Back in June I found my brain inventing conspiracy theories all by itself. Interestingly, back in June 2020, New Zealand was contemplating that a trans-Tasman travel bubble might open up in the last quarter of 2020, while the ski fields were hoping it might come sometime sooner. The National Party was demanding a timeline in the interests of tourism businesses. Now we are being told by Jacinda Ardern that there won’t be a bubble happening any time soon. This isn’t too surprising, though disappointing – open borders are highly unlikely until countries have COVID-19 under control at mutually agreed levels and for New Zealand and Australia that level is pretty much no community cases. Australia has had COVID flare-ups in Melbourne and Sydney, with a scare in Brisbane, and New Zealand has had its own Northland scare, with the full outcome from that still not 100% certain, though signs are relatively promising that this won’t be our next outbreak. Perhaps we can hope for a travel bubble with one or more Australian states, rather than the whole country, if we can keep COVID under control here.
However, back to conspiracy theories, there was a very interesting replay of a BBC story on conspiracy theories on RadioNZ recently (unfortunately I can’t link to it because RadioNZ couldn’t). And, if anyone is wondering, yes we do listen to quite a lot of RadioNZ because one needs something entertaining to listen to while picking 50m of raspberries or putting tonnes of mortar between rocks around a pond. I particularly listened to this article, because my friend Frauke and I had been discussing, yet again, how to deal with people who have gone down a conspiracy theory rabbit hole (send a ferret after them?).

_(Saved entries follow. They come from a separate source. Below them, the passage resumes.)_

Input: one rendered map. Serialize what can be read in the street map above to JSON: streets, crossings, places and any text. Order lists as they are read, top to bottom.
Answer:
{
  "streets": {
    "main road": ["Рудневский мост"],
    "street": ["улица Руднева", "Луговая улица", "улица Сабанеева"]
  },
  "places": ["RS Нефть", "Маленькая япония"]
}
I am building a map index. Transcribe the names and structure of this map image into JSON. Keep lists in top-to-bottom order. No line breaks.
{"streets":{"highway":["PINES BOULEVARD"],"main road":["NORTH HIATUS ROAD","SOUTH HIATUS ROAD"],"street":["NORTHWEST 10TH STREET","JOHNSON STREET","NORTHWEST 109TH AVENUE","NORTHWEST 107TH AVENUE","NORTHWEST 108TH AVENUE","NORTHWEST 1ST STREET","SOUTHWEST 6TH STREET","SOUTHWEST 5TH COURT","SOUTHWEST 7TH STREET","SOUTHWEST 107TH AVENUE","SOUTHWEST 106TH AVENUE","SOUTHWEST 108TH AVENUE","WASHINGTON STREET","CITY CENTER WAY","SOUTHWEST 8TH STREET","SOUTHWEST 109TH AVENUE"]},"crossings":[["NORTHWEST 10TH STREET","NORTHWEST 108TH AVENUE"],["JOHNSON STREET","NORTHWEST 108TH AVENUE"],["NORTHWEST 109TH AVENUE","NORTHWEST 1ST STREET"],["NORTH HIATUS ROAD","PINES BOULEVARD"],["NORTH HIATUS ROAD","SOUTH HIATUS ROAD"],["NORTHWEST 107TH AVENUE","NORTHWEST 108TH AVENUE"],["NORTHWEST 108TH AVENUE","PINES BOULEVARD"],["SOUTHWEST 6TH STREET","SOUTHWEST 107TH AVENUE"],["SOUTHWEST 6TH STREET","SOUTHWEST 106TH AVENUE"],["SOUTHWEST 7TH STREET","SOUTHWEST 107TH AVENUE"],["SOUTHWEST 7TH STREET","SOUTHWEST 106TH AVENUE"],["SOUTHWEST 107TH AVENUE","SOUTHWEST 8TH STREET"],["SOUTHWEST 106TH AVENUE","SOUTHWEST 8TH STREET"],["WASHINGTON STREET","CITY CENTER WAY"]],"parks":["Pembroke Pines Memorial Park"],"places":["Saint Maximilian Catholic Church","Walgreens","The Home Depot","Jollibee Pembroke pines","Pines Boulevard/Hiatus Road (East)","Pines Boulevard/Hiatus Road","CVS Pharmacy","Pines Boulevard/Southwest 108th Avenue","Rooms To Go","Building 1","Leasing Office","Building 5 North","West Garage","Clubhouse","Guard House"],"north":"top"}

According to the BBC story, the first likely requirement for people to believe in conspiracy theories is that they are individualists and eschew following the herd. Think, “I am not a sheeple like you.” I would consider myself an individual thinker in that I try to think through things for myself, rather than simply following the ideas of others. Individual thinking is definitely a good thing in general, diversity of thought is a good, just like biodiversity. However, thinking that one should not do what the majority are doing is not necessarily individual thinking, it could be like teenage thinking! Reacting against the moves of the herd may be as unthinking as reacting to follow them. It is essential that individualist thinking remains a conscious practice, rather than a reaction against the crowd. I have a mental hiccup here as I hear myself saying yesterday, “I have never been to Fergburger (an iconic Queenstown purveyor of hamburgers), and won’t ever go there either.” “Why not?”, asked another passenger in the car. “Because that’s where everyone goes.” Perhaps I need to rethink this.
The second likely requirement for people to believe in conspiracy theories is that such people easily see patterns in random objects or designs, like clouds or Jackson Pollock paintings (the picture at the beginning of this blog is a Jackson Pollock). This interests me in that my immediate reaction was, “What patterns? I have never seen patterns in Jackson Pollock paintings”. Then I went and looked up some Jackson Pollock painting images on the web for this blog. I saw patterns in the paintings! Perhaps not in all of them, but in plenty of them. When did that start to happen? Is it a concern? I remembered the picture below from my August 22 blog on vaccine races (now we are moving towards vaccine wars, or at least vaccine lawsuits…when did a lawsuit ever speed up delivery of a product, but I digress…). Have I just tipped over the edge from wisdom to conspiracy theorist?
The final piece of the ‘nature of the conspiracy theorist’ puzzle is people’s ability and willingness to investigate the patterns they identify. One may see a shovel pattern in the clouds but most people are not going to get too concerned about it falling on their heads, because they know they are seeing only a pattern given that shovels are not made of clouds, and clouds are comprised of water vapour. But what say the pattern is in relation to something that you don’t know much about at all, like vaccines, or 5G technology? And what say you don’t have the ability, time, energy or interest to go check out the pattern or its context and background? It could be easier to believe in the pattern than disregard it; the pattern might well be very attractive to you.
However, this last puzzle piece left me feeling better. I like patterns, but I also really like checking them out. I might not want to believe what others believe in, I see lots of patterns but I also currently have the ability, time, energy and interest to go rushing off down all sorts of information pathways to try and check any patterns I spot. In fact, both seeing patterns and checking them are a core part of the work I do in assisting people to create research proposals.
My predispositions do raise a question about me in old age, however. Do I need to write a letter to myself, reminding the older me that when I no longer have the ability, time, energy and interest to check out patterns, that I had better hold off on believing in them? I wonder when I should date the opening of this letter? This reminds me of the problem faced by the Waste Isolation Project Plant site in New Mexico; how do you tell people 10,000 or 100,000 years in the future that they shouldn’t drill into the ground because nuclear waste has been stored there that will still be radioactive. Some of the ideas have included disturbing art forms and cats that change colour when exposed to radioactivity . I am going to keep this thought on the go for a while for myself, however, as neither art forms nor colour changing cats are going to do the trick for reminding an 80 year old Jane not to believe in spurious patterns. Anyone out there got a novel idea which might help me?